While many are enjoying the extra ‘found’ days, others admit they actually miss the commute to work. This is because many Brits are using commute time as ‘me’ time. About 35% use that time to listen to music, while 32% just enjoy the drive and 9% catch up on their reading.
Financially, working from home is much cheaper
The average Brit spends £126 a month commuting, according to Real Business Rescue. This means working from home will result in £1,500 a year in savings. But the savings are even bigger for certain groups. For example, 16-24-year-olds have monthly commute costs of £191, while 25-34 olds spend £169 a month.
Those taking the train spend much more at an average of £70 per week plus parking costs near the train station. In fact, according to research by Confused.com Brits are spending as much as £544 for their monthly commute once you add costs like lunch and snacks, social activities, and items bought during breaks at work.

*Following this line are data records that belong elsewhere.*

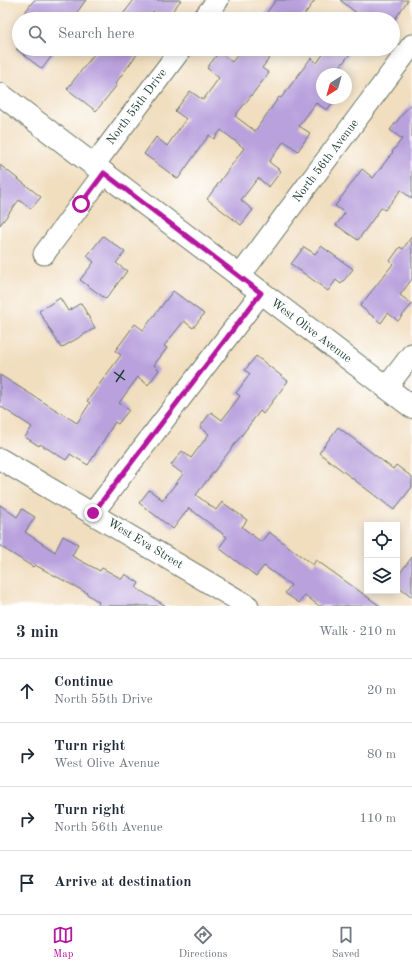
<!DOCTYPE html>
<html lang="en">
<head>
<meta charset="utf-8">
<style>
	body { margin:0; font-family:"Old Standard TT",serif; background:#f6f6f7; color:#1f2937 }
	.controls { position:absolute; right:12px; bottom:12px; display:grid; overflow:hidden; border-radius:0px; box-shadow:0 2px 10px #0003 }
	.controls button { width:36px; height:36px; display:grid; place-items:center; padding:0; border:0; border-bottom:1px solid #e0e1e3; background:#fff; color:#1f2937; font:20px sans-serif }
	.compass { position:absolute; left:316px; top:68px; width:36px; height:36px; border-radius:50%; background:#fff; box-shadow:0 2px 10px #0003; rotate:217deg }
	.stop { position:absolute; width:12px; height:12px; margin:-9px; border:3px solid #b5179e; border-radius:50%; background:#fff }
	.stop.end { background:#b5179e; border-color:#fff; box-shadow:0 1px 4px #0008 }
	.list { margin:0; padding:0; list-style:none }
	h2 { display:flex; justify-content:space-between; align-items:center; height:52px; margin:0; padding:0 16px; font-size:17px }
	h2 small { font-size:13px; font-weight:400; color:#747a83 }
	.list li { display:grid; grid-template-columns:26px 1fr auto; gap:12px; align-items:center; box-sizing:border-box; height:64px; padding:0 16px; border-top:1px solid #e0e1e3 }
	.list b { display:block; font-size:15px; white-space:nowrap }
	.list p { margin:0; font-size:13px; white-space:nowrap; color:#747a83 }
	.list em { font-size:13px; font-style:normal; color:#747a83 }
	.icon { flex:none; width:22px; height:22px; fill:none; stroke:currentColor; stroke-width:2; stroke-linecap:round; stroke-linejoin:round }
	.map { position:relative; flex:none; width:412px; height:606px; overflow:hidden }
	.search { position:absolute; background:#fff; box-shadow:0 2px 10px #0003; left:12px; right:12px; top:12px; height:44px; display:flex; align-items:center; gap:10px; box-sizing:border-box; padding:0 14px; border-radius:22px; color:#747a83; font-size:15px }
	.sheet { height:308px; background:#fff }
	nav { display:flex; justify-content:space-around; align-items:center; box-sizing:border-box; height:56px; border-top:1px solid #e0e1e3; background:#fff; font-size:11px; color:#747a83 }
	nav a { display:grid; justify-items:center; gap:2px }
	nav .on { color:#b5179e }
	.map>svg:first-child { display:block }
	.building { fill:#b9a1dd }
	.lines { fill:none; stroke-linecap:round; stroke-linejoin:round }
	.minor-casing { stroke:#687565; stroke-width:23 }
	.major-casing { stroke:#687565; stroke-width:24 }
	.minor { stroke:#fff; stroke-width:21 }
	.major { stroke:#fff; stroke-width:22 }
	.route { stroke:#b5179e; stroke-width:5 }
	.ticks { fill:none; stroke:#1f3d34; stroke-width:1.5 }
	.labels { text-anchor:middle; dominant-baseline:central; stroke-width:4; stroke-linejoin:round; paint-order:stroke }
	.street-label { font-size:12px; fill:#1f3d34; stroke:#fff }
</style>
</head>
<body>
<div class="map">
<svg width="412" height="606" viewBox="0 0 412 606">
	<rect width="100%" height="100%" fill="#fff"/>
	<filter id="ink" filterUnits="userSpaceOnUse"><feTurbulence type="fractalNoise" baseFrequency=".025" numOctaves="2"/><feDisplacementMap in="SourceGraphic" scale="8" xChannelSelector="R" yChannelSelector="G"/><feConvolveMatrix kernelMatrix="1 2 1 2 8 2 1 2 1" color-interpolation-filters="sRGB"/></filter>
	<filter id="wash" filterUnits="userSpaceOnUse"><feTurbulence type="fractalNoise" baseFrequency=".012" numOctaves="4" result="noise"/><feDisplacementMap in="SourceGraphic" scale="16" xChannelSelector="R" yChannelSelector="G"/><feGaussianBlur stdDeviation="0.9" result="paint"/><feColorMatrix in="noise" values="0 0 0 0 0 0 0 0 0 0 0 0 0 0 0 0 0 1.4 0 .05"/><feComposite in="paint" operator="in"/></filter>
	<g filter="url(#wash)">
		<rect width="100%" height="100%" fill="#f1debf"/>
		<g id="blocks">
			<g class="building">
				<polygon points="34,0 86,0 72,19 20,19"/>
				<polygon points="134,0 181,0 166,19 163,19 153,11 147,19 119,19"/>
				<polygon points="276,0 315,0 301,19 262,19"/>
				<polygon points="340,0 408,0 395,19 364,19"/>
				<polygon points="16,49 57,49 42,69"/>
				<polygon points="98,49 141,49 115,84 117,85 96,111 67,89"/>
				<polygon points="242,49 276,49 262,68 269,73 235,116 255,131 279,97 281,98 311,58 317,63 327,49 354,49 334,74 322,74 322,98 336,98 327,110 316,103 299,126 310,133 298,151 284,141 269,162 281,171 269,187 258,178 241,200 253,210 241,225 207,199 244,148 221,130 214,139 209,135 178,179 144,154 156,137 167,146 186,119 175,111 190,91 203,100 219,78 207,68 219,52 232,62"/>
				<polygon points="412,102 412,199 401,190 385,210 381,208 358,240 336,225 345,213 335,206 362,169 373,178 393,152 392,152 402,139 390,130"/>
				<polygon points="0,165 41,197 31,209 19,200 0,225"/>
				<polygon points="103,236 125,252 116,263 127,271 106,299 80,280 94,262 87,256"/>
				<polygon points="412,236 412,279 400,295 412,304 398,321 388,313 381,323 360,306 393,264 390,261 400,247 403,249"/>
				<polygon points="321,246 353,269 341,284 336,280 328,291 291,264 304,247 315,254"/>
				<polygon points="173,291 204,314 193,328 184,321 164,346 167,348 154,365 159,370 148,385 138,377 119,403 129,410 118,424 115,422 88,465 70,454 66,460 40,444 39,446 25,437 32,427 0,406 0,375 77,423 90,403 87,401 121,355 115,351 135,324 143,330"/>
				<polygon points="60,298 68,311 81,303 95,328 61,348 39,311"/>
				<polygon points="256,356 288,381 263,414 260,411 196,495 216,510 222,502 247,520 242,527 261,542 269,532 313,565 316,560 380,606 319,606 305,595 299,603 285,593 291,585 264,566 256,576 219,548 227,537 189,508 173,529 139,503 149,490 163,500 183,474 171,465 182,451 191,458 209,434 200,427 211,412 222,420 240,396 236,393 250,374 245,370"/>
				<polygon points="338,427 393,469 396,465 412,477 412,487 394,510 319,453"/>
				<polygon points="0,505 17,517 22,509 35,517 25,532 55,552 63,536 78,544 72,556 100,571 102,568 122,579 125,574 139,583 136,588 166,606 97,606 99,602 87,594 87,593 35,565 33,567 0,546"/>
				<polygon points="412,557 412,597 397,585 397,577"/>
			</g>
		</g>
	</g>
	<g filter="url(#ink)">
		<use href="#blocks" fill-opacity="0" stroke="#687565" stroke-width="1"/>
		<g class="lines">
			<g class="minor-casing">
				<g id="minor">
					<polyline points="203,19 218,0"/>
					<polyline points="94,165 181,49"/>
					<polyline points="44,254 104,173"/>
					<polyline points="239,277 412,45"/>
					<polyline points="386,388 412,354"/>
					<polyline points="0,459 248,606"/>
					<polyline points="93,513 261,293"/>
				</g>
			</g>
			<g class="major-casing">
				<polyline id="major" points="0,94 412,407"/>
			</g>
			<use href="#minor" class="minor"/>
			<use href="#major" class="major"/>
		</g>
	</g>
	<g class="lines" filter="url(#ink)">
		<polyline class="route" points="81,204 104,173 261,293 93,513"/>
	</g>
	<path class="ticks" d="M114,372L125,380M116,382L124,370"/>
	<g class="labels">
		<g class="street-label">
			<text transform="translate(137 107) rotate(-53)">North 55th Drive</text>
			<text transform="translate(326 161) rotate(-53)">North 56th Avenue</text>
			<text transform="translate(311 331) rotate(37)">West Olive Avenue</text>
			<text transform="translate(145 544) rotate(31)">West Eva Street</text>
		</g>
	</g>
</svg>
<div class="controls">
<button><svg class="icon" aria-label="locate" viewBox="0 0 24 24"><circle cx="12" cy="12" r="6"/><path d="M12 2v4M12 18v4M2 12h4M18 12h4"/></svg></button>
<button><svg class="icon" aria-label="layers" viewBox="0 0 24 24"><path d="M12 4l9 5-9 5-9-5zM3 14l9 5 9-5"/></svg></button>
</div>
<svg class="compass" viewBox="-18 -18 36 36"><path d="M0-13l5 13h-10z" fill="#e53935"/><path d="M0 13l5-13h-10z" fill="#747a83"/></svg>
<div class="stop" style="left:81px;top:204px"></div>
<div class="stop end" style="left:93px;top:513px"></div>
<div class="search"><svg class="icon" aria-label="search" viewBox="0 0 24 24"><circle cx="10" cy="10" r="6"/><path d="M15 15l6 6"/></svg>Search here</div>
</div>
<section class="sheet">
<h2>3 min<small>Walk · 210 m</small></h2>
<ul class="list">
<li><svg class="icon" aria-label="ahead" viewBox="0 0 24 24"><path d="M12 20V5M6 11l6-6 6 6"/></svg><div><b>Continue</b><p>North 55th Drive</p></div><em>20 m</em></li>
<li><svg class="icon" aria-label="right" viewBox="0 0 24 24"><path d="M7 20v-9h11M14 6l5 5-5 5"/></svg><div><b>Turn right</b><p>West Olive Avenue</p></div><em>80 m</em></li>
<li><svg class="icon" aria-label="right" viewBox="0 0 24 24"><path d="M7 20v-9h11M14 6l5 5-5 5"/></svg><div><b>Turn right</b><p>North 56th Avenue</p></div><em>110 m</em></li>
<li><svg class="icon" aria-label="arrive" viewBox="0 0 24 24"><path d="M6 21V4h12l-3 4 3 4H6"/></svg><div><b>Arrive at destination</b></div></li>
</ul>
</section>
<nav>
<a class="on"><svg class="icon" aria-label="map" viewBox="0 0 24 24"><path d="M3 6l6-2 6 2 6-2v14l-6 2-6-2-6 2zM9 4v14M15 6v14"/></svg>Map</a>
<a><svg class="icon" aria-label="directions" viewBox="0 0 24 24"><path d="M12 3l9 9-9 9-9-9zM9 14v-3h6M13 9l2 2-2 2"/></svg>Directions</a>
<a><svg class="icon" aria-label="saved" viewBox="0 0 24 24"><path d="M7 4h10v16l-5-4-5 4z"/></svg>Saved</a>
</nav>
</body>
</html>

The numbers look good for drivers too. Confused.com research says the average daily commute to work is 21 miles. Less driving not only means less money spent on petrol but also a potential reduction in car insurance premiums because of reduced mileage.
Where the savings are going
About 15% of people are using the money they’re saving by working from home to treat themselves. But a much larger percentage are looking to use that money better by saving or investing it.
Savings of £1,500 could be used to set up an emergency fund or start savings towards a bigger purchase in the future. You could also look into opening a cash ISA, which stretches further because any interest earned in a cash ISA account is tax free.
Other ways to make the most of those savings
- Use them to pay off high-interest debt. If you end up accruing credit card debt during the pandemic, it could be a good time to clear that up while you’re working from home.
- Review your retirement account options and see whether you can contribute additional money to your long-term future.
- Figure out your savings goals and see where your money could work better for you. If you’re thinking long term, investing in the stock market might be a better option than holding the money in a savings account.